• **DATASET EXTRACT**
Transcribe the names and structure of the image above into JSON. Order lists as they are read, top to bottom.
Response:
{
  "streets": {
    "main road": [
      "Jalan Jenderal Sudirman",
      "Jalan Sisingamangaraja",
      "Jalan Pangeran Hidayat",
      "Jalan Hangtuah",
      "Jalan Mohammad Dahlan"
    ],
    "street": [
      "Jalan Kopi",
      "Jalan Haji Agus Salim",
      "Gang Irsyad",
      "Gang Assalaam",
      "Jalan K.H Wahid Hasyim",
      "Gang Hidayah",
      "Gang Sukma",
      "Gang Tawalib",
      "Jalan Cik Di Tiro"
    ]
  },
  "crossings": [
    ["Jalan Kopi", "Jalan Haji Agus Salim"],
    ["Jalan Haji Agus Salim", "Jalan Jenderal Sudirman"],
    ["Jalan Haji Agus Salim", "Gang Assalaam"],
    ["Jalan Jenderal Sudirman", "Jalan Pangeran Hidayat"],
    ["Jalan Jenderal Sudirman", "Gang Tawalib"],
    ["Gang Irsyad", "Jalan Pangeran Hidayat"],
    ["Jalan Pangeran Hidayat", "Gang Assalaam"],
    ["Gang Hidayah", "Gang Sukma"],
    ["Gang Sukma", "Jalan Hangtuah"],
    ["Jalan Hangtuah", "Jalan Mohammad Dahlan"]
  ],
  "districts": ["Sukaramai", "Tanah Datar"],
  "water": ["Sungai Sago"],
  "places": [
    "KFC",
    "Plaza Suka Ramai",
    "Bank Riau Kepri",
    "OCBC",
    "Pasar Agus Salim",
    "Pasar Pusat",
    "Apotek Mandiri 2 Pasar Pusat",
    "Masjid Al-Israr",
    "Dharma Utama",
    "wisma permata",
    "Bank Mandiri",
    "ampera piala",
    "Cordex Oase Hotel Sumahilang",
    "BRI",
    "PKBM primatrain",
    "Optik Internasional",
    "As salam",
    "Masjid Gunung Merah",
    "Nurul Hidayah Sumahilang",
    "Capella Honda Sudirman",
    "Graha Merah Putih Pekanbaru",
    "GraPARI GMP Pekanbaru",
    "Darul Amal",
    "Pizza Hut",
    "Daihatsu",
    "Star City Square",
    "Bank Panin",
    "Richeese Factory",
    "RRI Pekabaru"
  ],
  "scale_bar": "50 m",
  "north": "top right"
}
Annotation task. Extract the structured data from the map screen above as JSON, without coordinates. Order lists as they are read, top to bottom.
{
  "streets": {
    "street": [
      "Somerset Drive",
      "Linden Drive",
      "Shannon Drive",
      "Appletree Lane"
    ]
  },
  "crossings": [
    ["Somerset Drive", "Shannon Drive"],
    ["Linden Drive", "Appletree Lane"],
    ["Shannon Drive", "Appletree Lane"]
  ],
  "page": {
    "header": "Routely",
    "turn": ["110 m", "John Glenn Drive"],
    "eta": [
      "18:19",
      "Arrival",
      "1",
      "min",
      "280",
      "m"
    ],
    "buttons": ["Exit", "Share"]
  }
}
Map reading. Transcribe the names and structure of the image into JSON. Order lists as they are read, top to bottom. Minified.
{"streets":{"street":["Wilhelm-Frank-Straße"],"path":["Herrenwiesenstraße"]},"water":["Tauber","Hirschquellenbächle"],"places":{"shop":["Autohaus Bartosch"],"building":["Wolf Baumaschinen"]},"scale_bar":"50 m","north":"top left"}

• **PROBLEM DETAILS**
Please retype, without any change, the line containing "Map reading. Transcribe" and every line after it to the end of the entries above, and only those.

• **RESULT BELOW**
Map reading. Transcribe the names and structure of the image into JSON. Order lists as they are read, top to bottom. Minified.
{"streets":{"street":["Wilhelm-Frank-Straße"],"path":["Herrenwiesenstraße"]},"water":["Tauber","Hirschquellenbächle"],"places":{"shop":["Autohaus Bartosch"],"building":["Wolf Baumaschinen"]},"scale_bar":"50 m","north":"top left"}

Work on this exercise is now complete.